Business Intelligence Analyst/Developer at Acoustic Ceiling Products

  • Served as sole BI and data engineering hire for a 200-employee manufacturing company, reporting directly to the CEO and building the company's first centralized analytics platform.
  • Built the company's data infrastructure from scratch, ingesting internal and external operational data into centralized AWS RDS and Redshift warehouses.
  • Designed ETL pipelines integrating previously siloed systems and replaced manual processes with automated data flows using Lambda for containerized job execution.
  • Deployed and maintained AWS infrastructure with CloudFormation, CloudWatch monitoring, SES alerting, and IAM/VPC security controls.
  • Administered Tableau Server on Linux EC2 and developed the company's dashboard and reporting suite from the data warehouse.
  • Partnered directly with the CEO to define reporting priorities, translate business requirements, and deliver executive dashboards.

Microsoft Certifications

  • Microsoft Certified: Azure AI Engineer Associate
  • Microsoft Certified: Fabric Analytics Engineer Associate

AWS Certifications

  • AWS Certified Solutions Architect - Associate

Alteryx Certifications

  • Alteryx Designer Advanced Certification
  • Alteryx Designer Core Certified
  • Alteryx Server Administration
  • Alteryx Server Implementation

Snowflake Certification

  • SnowPro Core Certification

Wisconsin Lake Explorer

Filter more than 15,000 Wisconsin lakes by fish species, access amenities, and DNR regulations—all plotted on an interactive Leaflet map.

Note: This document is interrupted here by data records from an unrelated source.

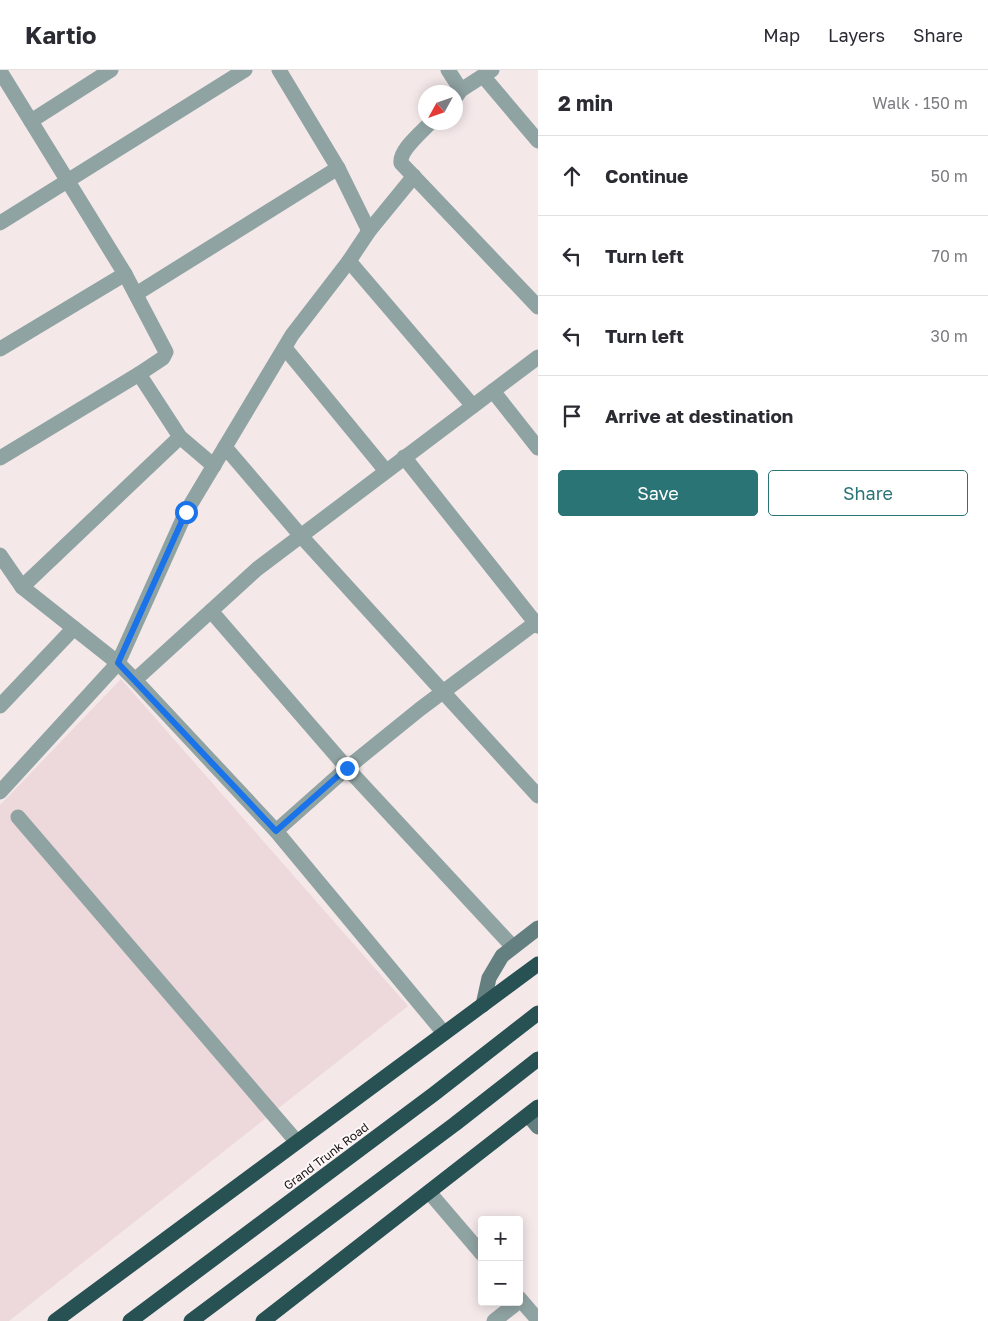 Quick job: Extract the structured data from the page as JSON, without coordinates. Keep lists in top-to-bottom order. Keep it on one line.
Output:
{"streets":{"highway":["Grand Trunk Road"]},"north":"bottom left","page":{"header":"Kartio","nav":["Map","Layers","Share"],"heading":["2 min","Walk · 150 m"],"list":[["Continue","50 m"],["Turn left","70 m"],["Turn left","30 m"],"Arrive at destination"],"buttons":["Save","Share"],"map_buttons":["+","−"]}} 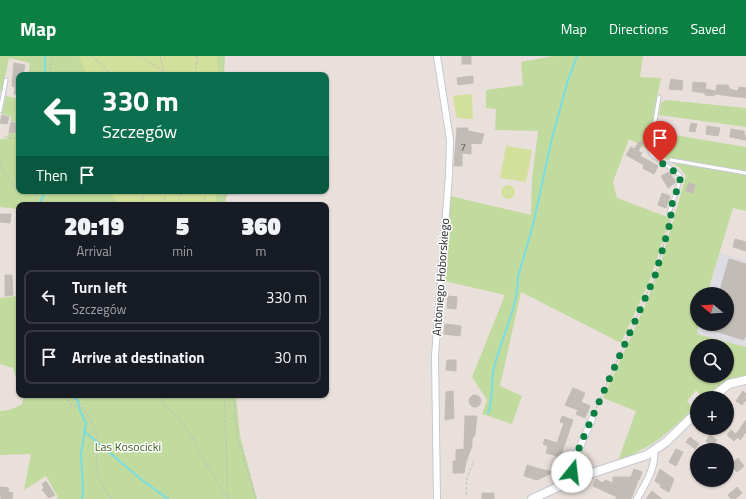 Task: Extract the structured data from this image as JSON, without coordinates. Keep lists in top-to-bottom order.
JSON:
{
  "streets": {
    "street": ["Antoniego Hoborskiego"]
  },
  "parks": ["Las Kosocicki"],
  "house_numbers": ["7"],
  "north": "left",
  "page": {
    "header": "Map",
    "nav": ["Map", "Directions", "Saved"],
    "turn": ["330 m", "Szczegów"],
    "then": "Then",
    "eta": [
      "20:19",
      "Arrival",
      "5",
      "min",
      "360",
      "m"
    ],
    "list": [
      {
        "name": "Turn left",
        "note": "Szczegów",
        "value": "330 m"
      },
      {
        "name": "Arrive at destination",
        "value": "30 m"
      }
    ],
    "map_buttons": ["+", "−"]
  }
} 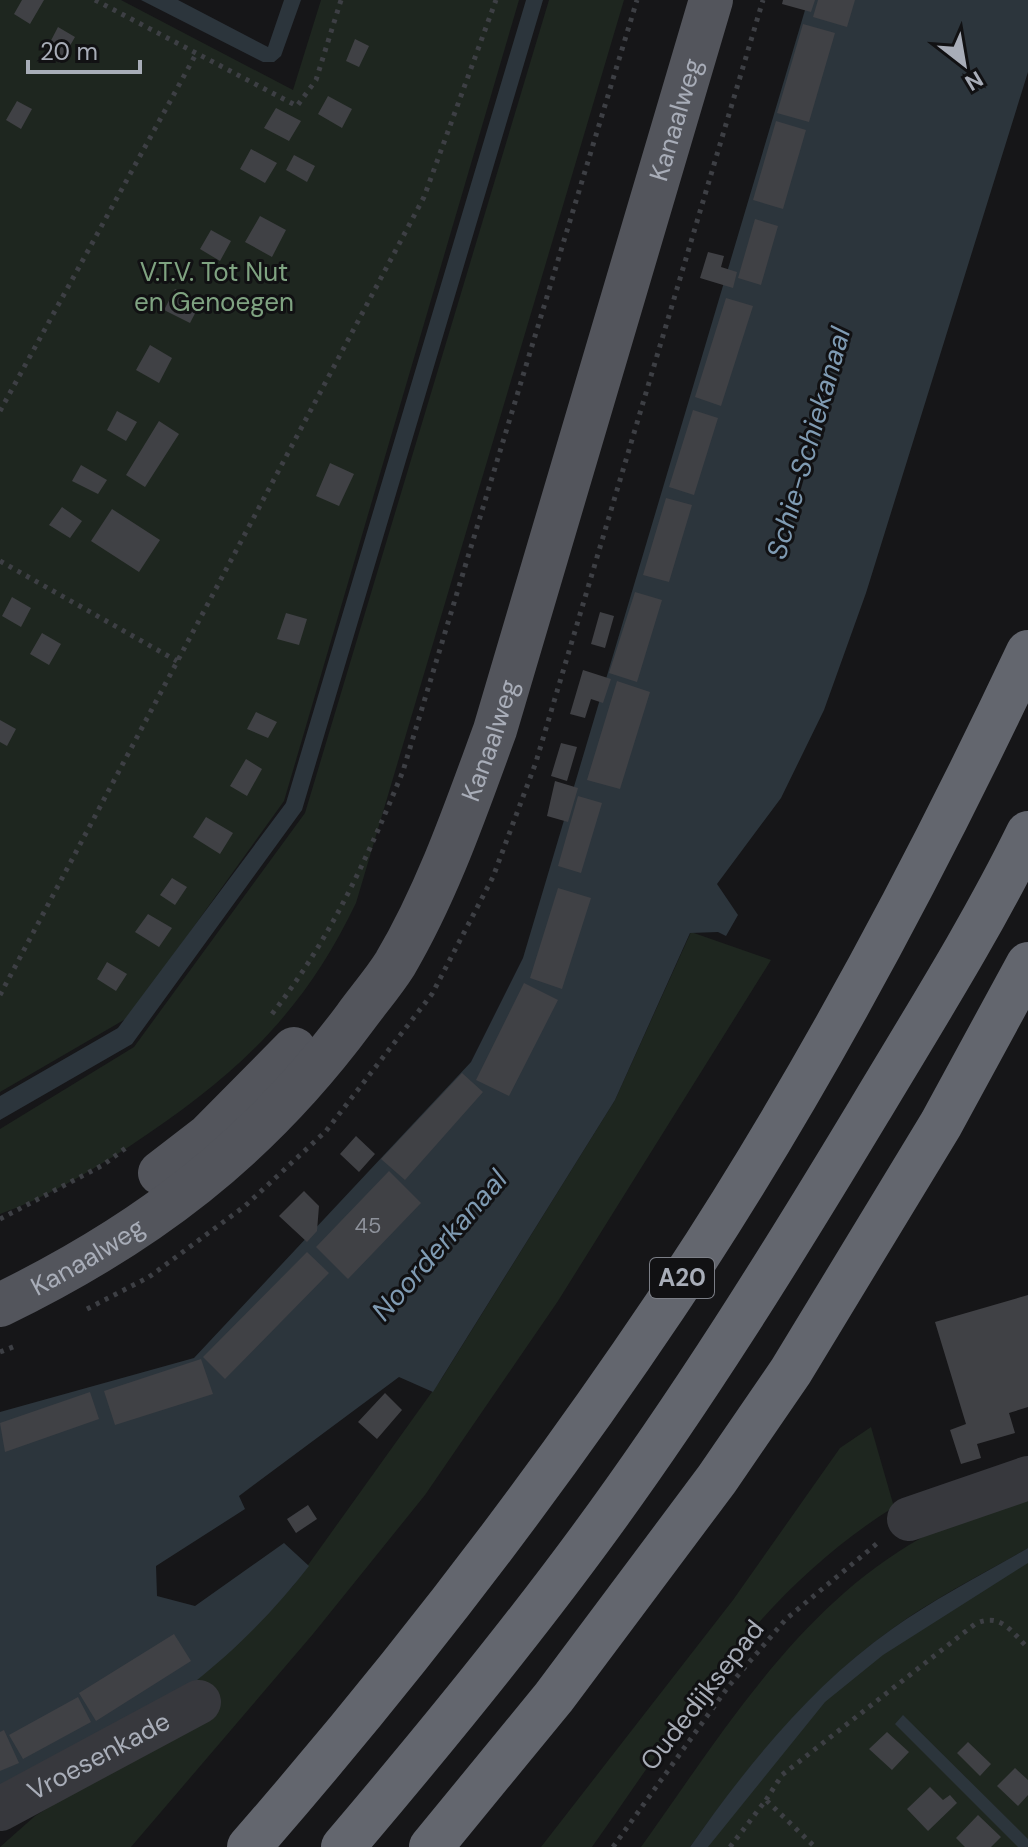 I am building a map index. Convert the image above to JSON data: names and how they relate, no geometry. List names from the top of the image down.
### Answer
{
  "streets": {
    "highway": ["A20"],
    "main road": ["Kanaalweg"],
    "street": ["Vroesenkade"],
    "path": ["Oudedijksepad"]
  },
  "water": ["Schie-Schiekanaal", "Noorderkanaal"],
  "parks": ["V.T.V. Tot Nut en Genoegen"],
  "house_numbers": ["45"],
  "scale_bar": "20 m",
  "north": "bottom right"
} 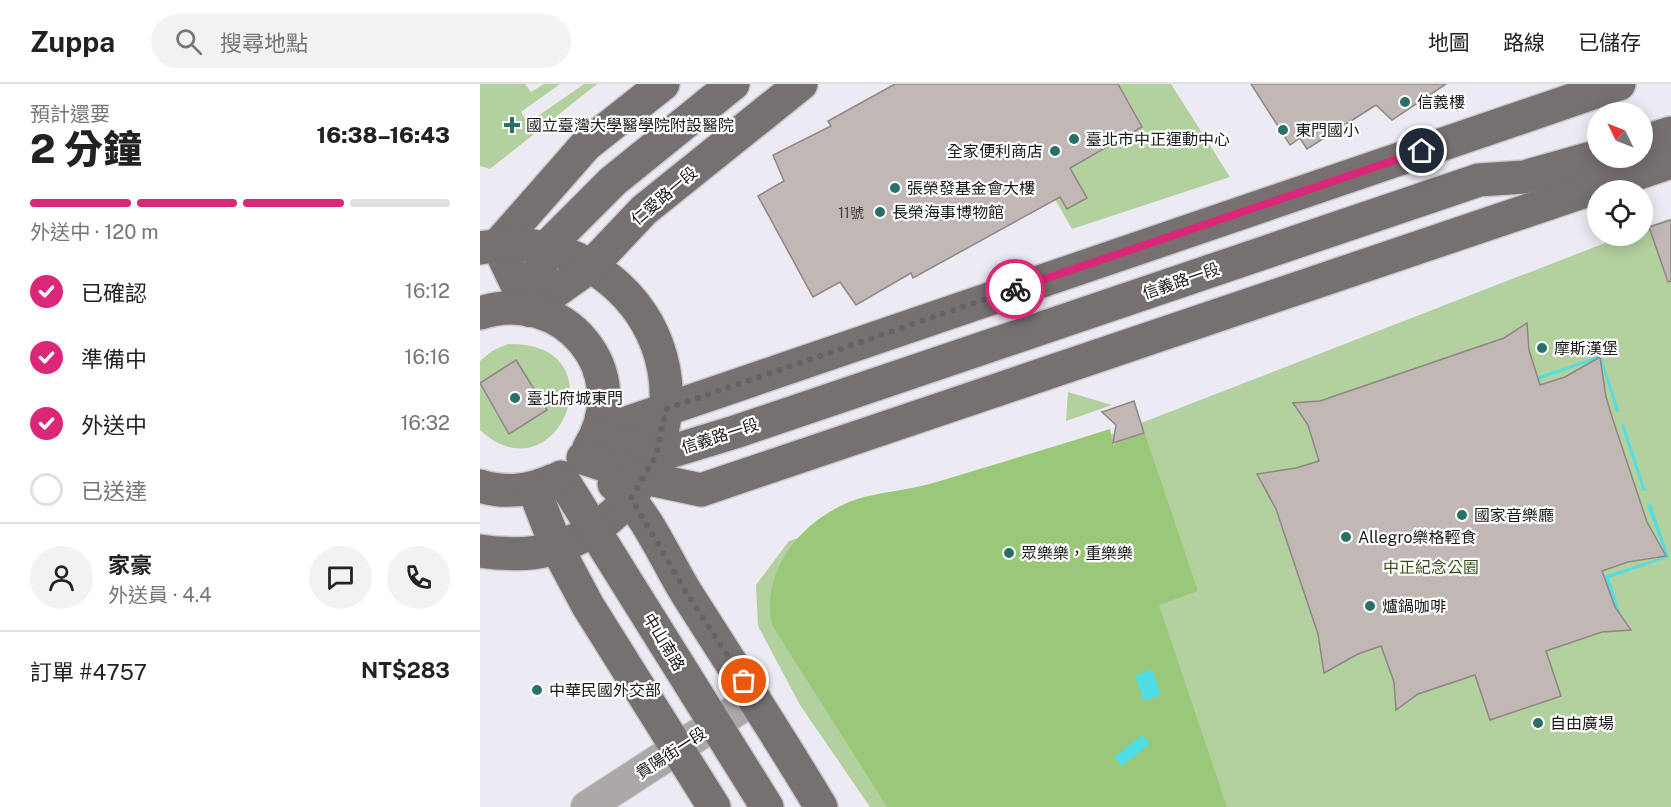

Built with curated DNR datasets, accessible controls, and dynamic clustering for fast exploration.

Grammarling

Smart flashcards that accelerate multilingual vocabulary growth through spaced repetition and active recall.

Supports multiple languages with customizable decks and progress tracking.

Key Skills

  • SQL
  • Python & PySpark
  • Microsoft Fabric
  • Azure & AWS
  • Snowflake
  • Power BI
  • ETL/ELT Frameworks
  • Lakehouse/Warehouse Architecture
  • MDM
  • CI/CD

Technical Skills

  • Languages: SQL, Python, PySpark, Bash
  • Platforms: Microsoft Fabric, Azure, AWS, Snowflake, Power BI, Tableau
  • Architecture: Lakehouse, warehouse, data lake, MDM, governance pipelines, CDC
  • Engineering: ETL/ELT, API integrations, data validation, lineage, operational reporting
  • DevOps: Azure DevOps, CI/CD, Git, CloudFormation, Control-M, IAM, VPC, CloudWatch
  • Delivery: Agile teams, documentation, mentoring, secure SDLC, production support

Hobbies

Aquaponics; learning ML/AI; utilizing AWS and Azure for various side projects.